Start of SUPPLIED RECORDS

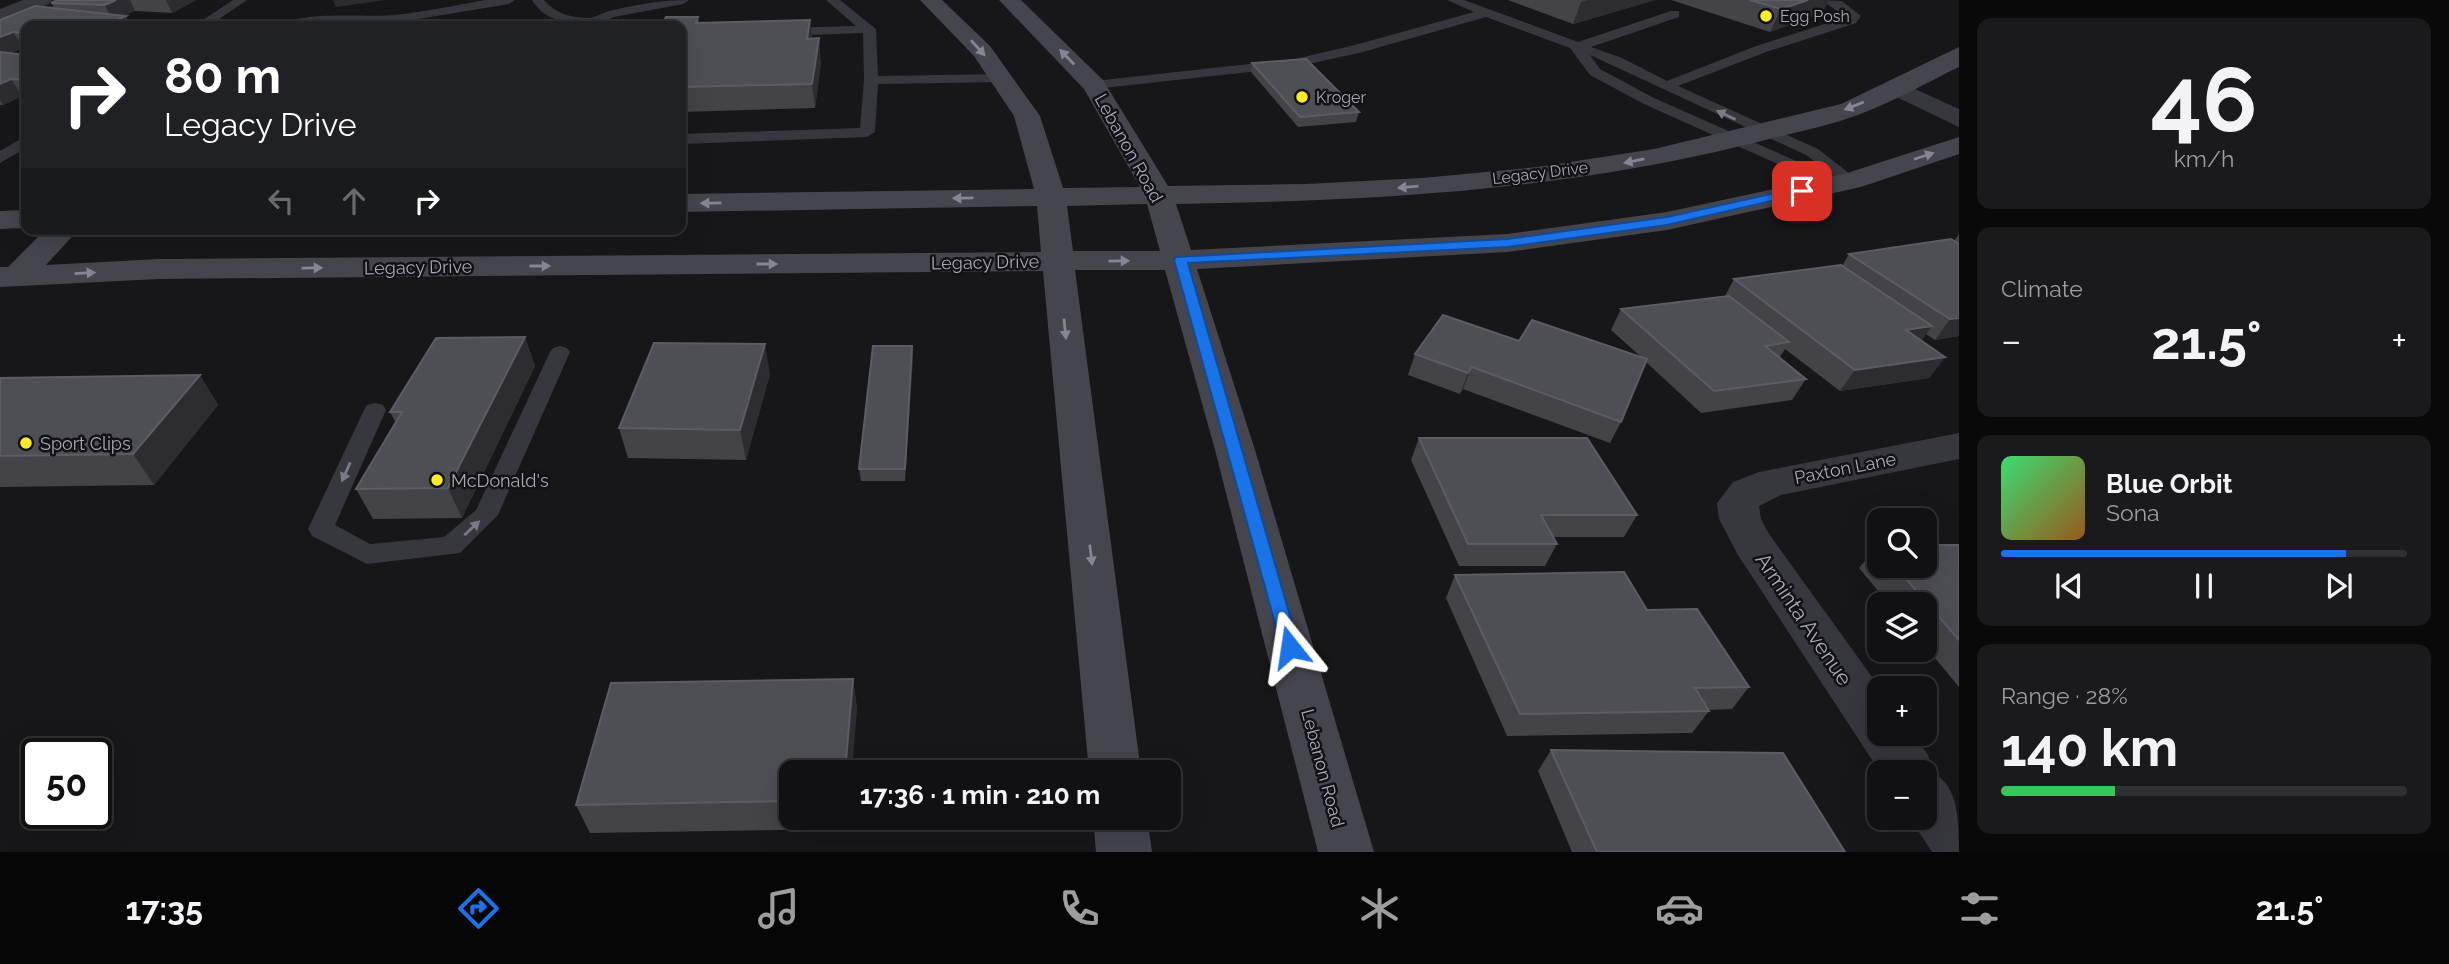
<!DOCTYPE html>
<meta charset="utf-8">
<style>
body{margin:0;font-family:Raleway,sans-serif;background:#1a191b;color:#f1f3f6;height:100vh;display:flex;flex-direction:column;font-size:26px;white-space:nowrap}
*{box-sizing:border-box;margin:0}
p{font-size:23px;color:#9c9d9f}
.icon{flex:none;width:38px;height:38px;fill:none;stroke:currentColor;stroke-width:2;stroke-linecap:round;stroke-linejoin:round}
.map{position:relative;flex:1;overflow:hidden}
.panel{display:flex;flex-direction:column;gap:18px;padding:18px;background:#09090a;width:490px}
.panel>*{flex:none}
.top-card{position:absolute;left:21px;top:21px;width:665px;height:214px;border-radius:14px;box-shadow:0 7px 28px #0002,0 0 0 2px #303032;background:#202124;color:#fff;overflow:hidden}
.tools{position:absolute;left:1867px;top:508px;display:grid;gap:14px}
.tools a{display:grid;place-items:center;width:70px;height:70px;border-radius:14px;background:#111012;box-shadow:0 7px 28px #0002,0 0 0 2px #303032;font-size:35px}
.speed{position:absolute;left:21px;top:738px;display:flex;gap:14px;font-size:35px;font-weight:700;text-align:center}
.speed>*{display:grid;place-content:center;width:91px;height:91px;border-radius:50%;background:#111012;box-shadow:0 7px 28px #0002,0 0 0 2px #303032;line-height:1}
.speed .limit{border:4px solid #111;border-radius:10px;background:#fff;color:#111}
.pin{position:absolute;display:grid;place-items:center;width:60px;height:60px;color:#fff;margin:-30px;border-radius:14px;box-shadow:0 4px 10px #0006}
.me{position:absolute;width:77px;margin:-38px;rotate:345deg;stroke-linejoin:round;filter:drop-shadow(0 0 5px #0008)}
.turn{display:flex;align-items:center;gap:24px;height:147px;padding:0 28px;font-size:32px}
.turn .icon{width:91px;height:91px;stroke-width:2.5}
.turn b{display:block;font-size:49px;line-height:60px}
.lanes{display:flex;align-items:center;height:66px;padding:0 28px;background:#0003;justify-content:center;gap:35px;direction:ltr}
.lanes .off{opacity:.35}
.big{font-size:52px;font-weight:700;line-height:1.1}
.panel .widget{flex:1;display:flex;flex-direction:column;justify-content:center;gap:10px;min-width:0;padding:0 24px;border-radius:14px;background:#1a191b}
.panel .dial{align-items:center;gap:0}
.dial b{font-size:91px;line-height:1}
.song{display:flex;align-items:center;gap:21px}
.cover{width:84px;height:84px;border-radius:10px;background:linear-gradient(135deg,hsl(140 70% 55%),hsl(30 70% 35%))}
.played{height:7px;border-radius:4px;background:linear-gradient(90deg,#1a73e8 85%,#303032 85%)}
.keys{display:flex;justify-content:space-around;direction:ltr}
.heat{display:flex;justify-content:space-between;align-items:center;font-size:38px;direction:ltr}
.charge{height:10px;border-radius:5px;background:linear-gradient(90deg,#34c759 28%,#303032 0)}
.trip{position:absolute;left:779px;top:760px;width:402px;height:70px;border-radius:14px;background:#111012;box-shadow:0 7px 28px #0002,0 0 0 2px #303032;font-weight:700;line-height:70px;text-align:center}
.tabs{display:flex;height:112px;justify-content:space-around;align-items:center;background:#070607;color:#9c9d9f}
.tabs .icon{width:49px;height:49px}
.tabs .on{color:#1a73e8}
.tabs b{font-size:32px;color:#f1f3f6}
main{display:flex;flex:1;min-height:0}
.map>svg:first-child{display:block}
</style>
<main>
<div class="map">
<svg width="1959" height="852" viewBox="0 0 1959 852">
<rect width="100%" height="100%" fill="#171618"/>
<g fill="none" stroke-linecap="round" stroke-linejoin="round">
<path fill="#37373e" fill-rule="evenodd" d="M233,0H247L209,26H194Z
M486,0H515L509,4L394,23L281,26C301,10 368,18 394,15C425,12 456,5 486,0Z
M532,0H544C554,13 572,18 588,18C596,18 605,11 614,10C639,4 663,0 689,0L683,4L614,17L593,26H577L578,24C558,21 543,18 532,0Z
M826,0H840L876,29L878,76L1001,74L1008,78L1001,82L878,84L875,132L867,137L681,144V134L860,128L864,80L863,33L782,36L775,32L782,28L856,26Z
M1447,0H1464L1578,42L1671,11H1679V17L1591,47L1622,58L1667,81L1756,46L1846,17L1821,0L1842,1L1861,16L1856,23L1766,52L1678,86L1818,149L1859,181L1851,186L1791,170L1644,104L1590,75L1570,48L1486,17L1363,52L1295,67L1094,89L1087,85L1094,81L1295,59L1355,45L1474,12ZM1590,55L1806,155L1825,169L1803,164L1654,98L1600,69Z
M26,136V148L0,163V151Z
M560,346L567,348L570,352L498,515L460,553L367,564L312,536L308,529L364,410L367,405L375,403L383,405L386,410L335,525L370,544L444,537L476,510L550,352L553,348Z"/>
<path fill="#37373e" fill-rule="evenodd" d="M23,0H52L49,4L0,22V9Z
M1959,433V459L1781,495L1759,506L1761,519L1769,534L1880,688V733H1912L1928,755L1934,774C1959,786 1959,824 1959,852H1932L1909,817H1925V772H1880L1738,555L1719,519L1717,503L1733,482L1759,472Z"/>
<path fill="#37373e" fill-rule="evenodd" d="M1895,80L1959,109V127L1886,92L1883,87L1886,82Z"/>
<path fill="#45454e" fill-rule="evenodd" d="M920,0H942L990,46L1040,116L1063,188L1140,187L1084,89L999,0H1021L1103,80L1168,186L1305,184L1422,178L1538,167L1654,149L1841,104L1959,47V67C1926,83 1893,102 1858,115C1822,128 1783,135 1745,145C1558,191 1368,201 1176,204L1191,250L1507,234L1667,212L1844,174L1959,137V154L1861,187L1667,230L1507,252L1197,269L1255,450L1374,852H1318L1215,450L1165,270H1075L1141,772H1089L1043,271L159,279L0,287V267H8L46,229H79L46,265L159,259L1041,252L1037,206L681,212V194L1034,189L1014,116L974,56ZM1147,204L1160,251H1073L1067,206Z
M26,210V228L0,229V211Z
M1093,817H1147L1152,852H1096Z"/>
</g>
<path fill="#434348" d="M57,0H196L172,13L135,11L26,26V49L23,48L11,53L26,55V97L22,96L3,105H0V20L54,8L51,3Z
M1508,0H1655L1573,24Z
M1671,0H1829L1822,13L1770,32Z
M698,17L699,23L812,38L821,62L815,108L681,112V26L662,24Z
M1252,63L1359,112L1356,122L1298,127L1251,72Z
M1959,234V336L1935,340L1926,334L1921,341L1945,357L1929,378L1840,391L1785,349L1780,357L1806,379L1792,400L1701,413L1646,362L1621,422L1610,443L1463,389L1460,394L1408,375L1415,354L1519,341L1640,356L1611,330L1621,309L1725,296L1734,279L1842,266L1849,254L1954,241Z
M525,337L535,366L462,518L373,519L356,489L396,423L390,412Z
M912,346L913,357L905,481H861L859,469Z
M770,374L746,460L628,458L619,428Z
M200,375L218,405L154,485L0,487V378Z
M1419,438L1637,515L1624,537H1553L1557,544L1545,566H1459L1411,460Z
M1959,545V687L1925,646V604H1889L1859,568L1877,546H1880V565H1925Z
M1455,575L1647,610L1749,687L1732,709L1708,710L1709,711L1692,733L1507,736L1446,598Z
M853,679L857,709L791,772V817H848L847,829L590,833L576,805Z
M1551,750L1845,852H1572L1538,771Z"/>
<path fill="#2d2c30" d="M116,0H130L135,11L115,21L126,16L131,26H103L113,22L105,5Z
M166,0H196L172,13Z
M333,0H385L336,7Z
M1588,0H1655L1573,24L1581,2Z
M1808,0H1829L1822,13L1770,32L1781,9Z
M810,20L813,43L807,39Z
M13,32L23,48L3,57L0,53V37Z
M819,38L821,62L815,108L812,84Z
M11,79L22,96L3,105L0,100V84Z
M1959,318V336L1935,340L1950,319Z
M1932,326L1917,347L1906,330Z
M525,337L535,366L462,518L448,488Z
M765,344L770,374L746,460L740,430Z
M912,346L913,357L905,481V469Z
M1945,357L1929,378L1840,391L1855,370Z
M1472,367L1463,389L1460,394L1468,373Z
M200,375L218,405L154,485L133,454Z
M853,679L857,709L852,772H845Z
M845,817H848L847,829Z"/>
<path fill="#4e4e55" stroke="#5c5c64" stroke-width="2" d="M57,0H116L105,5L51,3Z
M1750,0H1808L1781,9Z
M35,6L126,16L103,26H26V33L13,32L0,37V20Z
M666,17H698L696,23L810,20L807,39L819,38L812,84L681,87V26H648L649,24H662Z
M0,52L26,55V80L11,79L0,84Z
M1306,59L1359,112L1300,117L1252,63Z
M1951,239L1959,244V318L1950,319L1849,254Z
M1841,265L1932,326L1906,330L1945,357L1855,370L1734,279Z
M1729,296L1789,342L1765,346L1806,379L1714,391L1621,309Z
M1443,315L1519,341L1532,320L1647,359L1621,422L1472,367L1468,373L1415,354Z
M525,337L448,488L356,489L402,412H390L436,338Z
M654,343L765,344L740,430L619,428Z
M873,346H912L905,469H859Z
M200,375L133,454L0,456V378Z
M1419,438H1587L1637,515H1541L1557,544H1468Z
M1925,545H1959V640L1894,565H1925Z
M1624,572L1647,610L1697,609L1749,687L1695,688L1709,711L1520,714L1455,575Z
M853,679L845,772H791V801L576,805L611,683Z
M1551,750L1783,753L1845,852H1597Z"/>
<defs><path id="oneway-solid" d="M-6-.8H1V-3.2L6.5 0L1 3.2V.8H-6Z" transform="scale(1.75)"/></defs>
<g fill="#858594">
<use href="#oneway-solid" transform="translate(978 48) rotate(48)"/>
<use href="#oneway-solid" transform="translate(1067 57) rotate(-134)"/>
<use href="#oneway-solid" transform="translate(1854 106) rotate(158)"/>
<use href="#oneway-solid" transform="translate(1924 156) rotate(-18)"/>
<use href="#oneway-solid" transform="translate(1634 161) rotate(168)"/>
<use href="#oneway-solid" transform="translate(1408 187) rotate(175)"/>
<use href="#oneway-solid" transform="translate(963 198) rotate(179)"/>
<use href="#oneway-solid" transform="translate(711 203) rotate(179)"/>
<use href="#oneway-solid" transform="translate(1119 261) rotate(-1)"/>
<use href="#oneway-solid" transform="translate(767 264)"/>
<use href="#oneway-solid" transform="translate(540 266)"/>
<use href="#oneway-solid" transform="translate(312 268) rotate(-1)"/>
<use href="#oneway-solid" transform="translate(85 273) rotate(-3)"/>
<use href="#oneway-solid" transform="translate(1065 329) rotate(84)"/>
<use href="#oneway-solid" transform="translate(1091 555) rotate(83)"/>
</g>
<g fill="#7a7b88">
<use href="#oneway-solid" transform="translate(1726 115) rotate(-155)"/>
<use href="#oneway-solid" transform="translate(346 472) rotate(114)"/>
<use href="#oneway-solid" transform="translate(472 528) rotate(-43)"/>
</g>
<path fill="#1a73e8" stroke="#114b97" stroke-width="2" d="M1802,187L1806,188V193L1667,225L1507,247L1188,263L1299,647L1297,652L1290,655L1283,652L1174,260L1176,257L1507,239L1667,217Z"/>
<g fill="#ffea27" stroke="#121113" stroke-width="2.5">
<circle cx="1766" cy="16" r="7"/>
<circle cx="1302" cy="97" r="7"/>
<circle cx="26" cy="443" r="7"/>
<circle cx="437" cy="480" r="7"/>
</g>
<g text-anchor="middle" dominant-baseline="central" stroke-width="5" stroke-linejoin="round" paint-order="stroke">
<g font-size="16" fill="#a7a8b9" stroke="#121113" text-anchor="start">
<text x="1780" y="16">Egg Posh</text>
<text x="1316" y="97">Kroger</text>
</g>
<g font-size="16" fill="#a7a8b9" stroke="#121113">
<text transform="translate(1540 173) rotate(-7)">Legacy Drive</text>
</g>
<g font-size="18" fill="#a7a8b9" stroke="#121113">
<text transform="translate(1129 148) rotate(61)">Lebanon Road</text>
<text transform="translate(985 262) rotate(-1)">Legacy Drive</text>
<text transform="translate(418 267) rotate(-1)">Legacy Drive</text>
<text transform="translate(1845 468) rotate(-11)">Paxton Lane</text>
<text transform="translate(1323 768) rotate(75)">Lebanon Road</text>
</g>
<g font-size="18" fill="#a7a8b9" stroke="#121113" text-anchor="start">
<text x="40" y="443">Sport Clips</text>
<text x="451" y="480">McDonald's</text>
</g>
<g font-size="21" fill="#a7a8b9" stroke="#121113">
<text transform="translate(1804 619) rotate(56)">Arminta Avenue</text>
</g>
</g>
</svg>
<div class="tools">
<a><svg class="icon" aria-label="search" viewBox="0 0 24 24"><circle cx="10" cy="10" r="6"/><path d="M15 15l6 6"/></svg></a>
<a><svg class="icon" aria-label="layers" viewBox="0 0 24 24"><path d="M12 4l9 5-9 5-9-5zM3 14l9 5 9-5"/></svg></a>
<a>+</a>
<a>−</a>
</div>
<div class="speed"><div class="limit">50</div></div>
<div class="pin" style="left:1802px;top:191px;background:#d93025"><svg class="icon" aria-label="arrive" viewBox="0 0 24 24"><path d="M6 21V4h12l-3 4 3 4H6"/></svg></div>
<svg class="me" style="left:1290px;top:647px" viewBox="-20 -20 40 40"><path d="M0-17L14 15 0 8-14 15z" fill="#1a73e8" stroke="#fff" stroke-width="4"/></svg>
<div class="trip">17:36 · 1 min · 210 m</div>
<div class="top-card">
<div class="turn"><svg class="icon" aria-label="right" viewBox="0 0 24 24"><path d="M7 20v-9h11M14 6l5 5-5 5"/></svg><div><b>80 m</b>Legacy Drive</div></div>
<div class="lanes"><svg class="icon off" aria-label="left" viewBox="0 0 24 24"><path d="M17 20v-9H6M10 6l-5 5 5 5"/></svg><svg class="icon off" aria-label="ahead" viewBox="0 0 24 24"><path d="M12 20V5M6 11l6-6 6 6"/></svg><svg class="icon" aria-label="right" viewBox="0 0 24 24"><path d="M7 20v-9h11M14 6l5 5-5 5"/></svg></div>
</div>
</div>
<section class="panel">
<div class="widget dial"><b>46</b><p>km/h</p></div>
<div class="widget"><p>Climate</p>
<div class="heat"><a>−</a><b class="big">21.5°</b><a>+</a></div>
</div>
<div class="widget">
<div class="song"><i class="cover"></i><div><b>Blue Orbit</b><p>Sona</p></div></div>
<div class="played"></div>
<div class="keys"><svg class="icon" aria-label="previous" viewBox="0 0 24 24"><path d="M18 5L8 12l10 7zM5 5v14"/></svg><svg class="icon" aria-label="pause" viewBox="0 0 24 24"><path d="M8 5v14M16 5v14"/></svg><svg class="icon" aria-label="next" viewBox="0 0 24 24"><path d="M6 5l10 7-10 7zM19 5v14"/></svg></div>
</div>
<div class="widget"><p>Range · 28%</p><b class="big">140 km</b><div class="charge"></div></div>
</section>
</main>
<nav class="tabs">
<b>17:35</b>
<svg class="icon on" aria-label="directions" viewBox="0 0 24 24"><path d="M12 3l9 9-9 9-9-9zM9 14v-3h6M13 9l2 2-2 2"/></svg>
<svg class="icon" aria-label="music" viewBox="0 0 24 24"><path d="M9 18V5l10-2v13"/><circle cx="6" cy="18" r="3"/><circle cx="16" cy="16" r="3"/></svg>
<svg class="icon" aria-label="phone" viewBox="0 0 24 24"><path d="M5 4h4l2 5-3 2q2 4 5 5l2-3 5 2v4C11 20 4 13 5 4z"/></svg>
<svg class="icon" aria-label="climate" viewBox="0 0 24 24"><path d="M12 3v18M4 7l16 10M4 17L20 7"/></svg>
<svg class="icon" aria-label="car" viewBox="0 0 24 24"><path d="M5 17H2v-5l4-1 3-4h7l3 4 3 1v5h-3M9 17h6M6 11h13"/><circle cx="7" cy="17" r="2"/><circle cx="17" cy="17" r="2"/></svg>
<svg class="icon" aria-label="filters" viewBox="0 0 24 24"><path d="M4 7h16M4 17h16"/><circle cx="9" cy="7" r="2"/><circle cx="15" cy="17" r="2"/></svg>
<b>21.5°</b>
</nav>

End of SUPPLIED RECORDS

• [TASK OBJECTIVE]: Once you have checked the entries above, say how many lines include the word "gradient", and nothing beyond the number.

• [ANSWER TO THIS TASK]: 3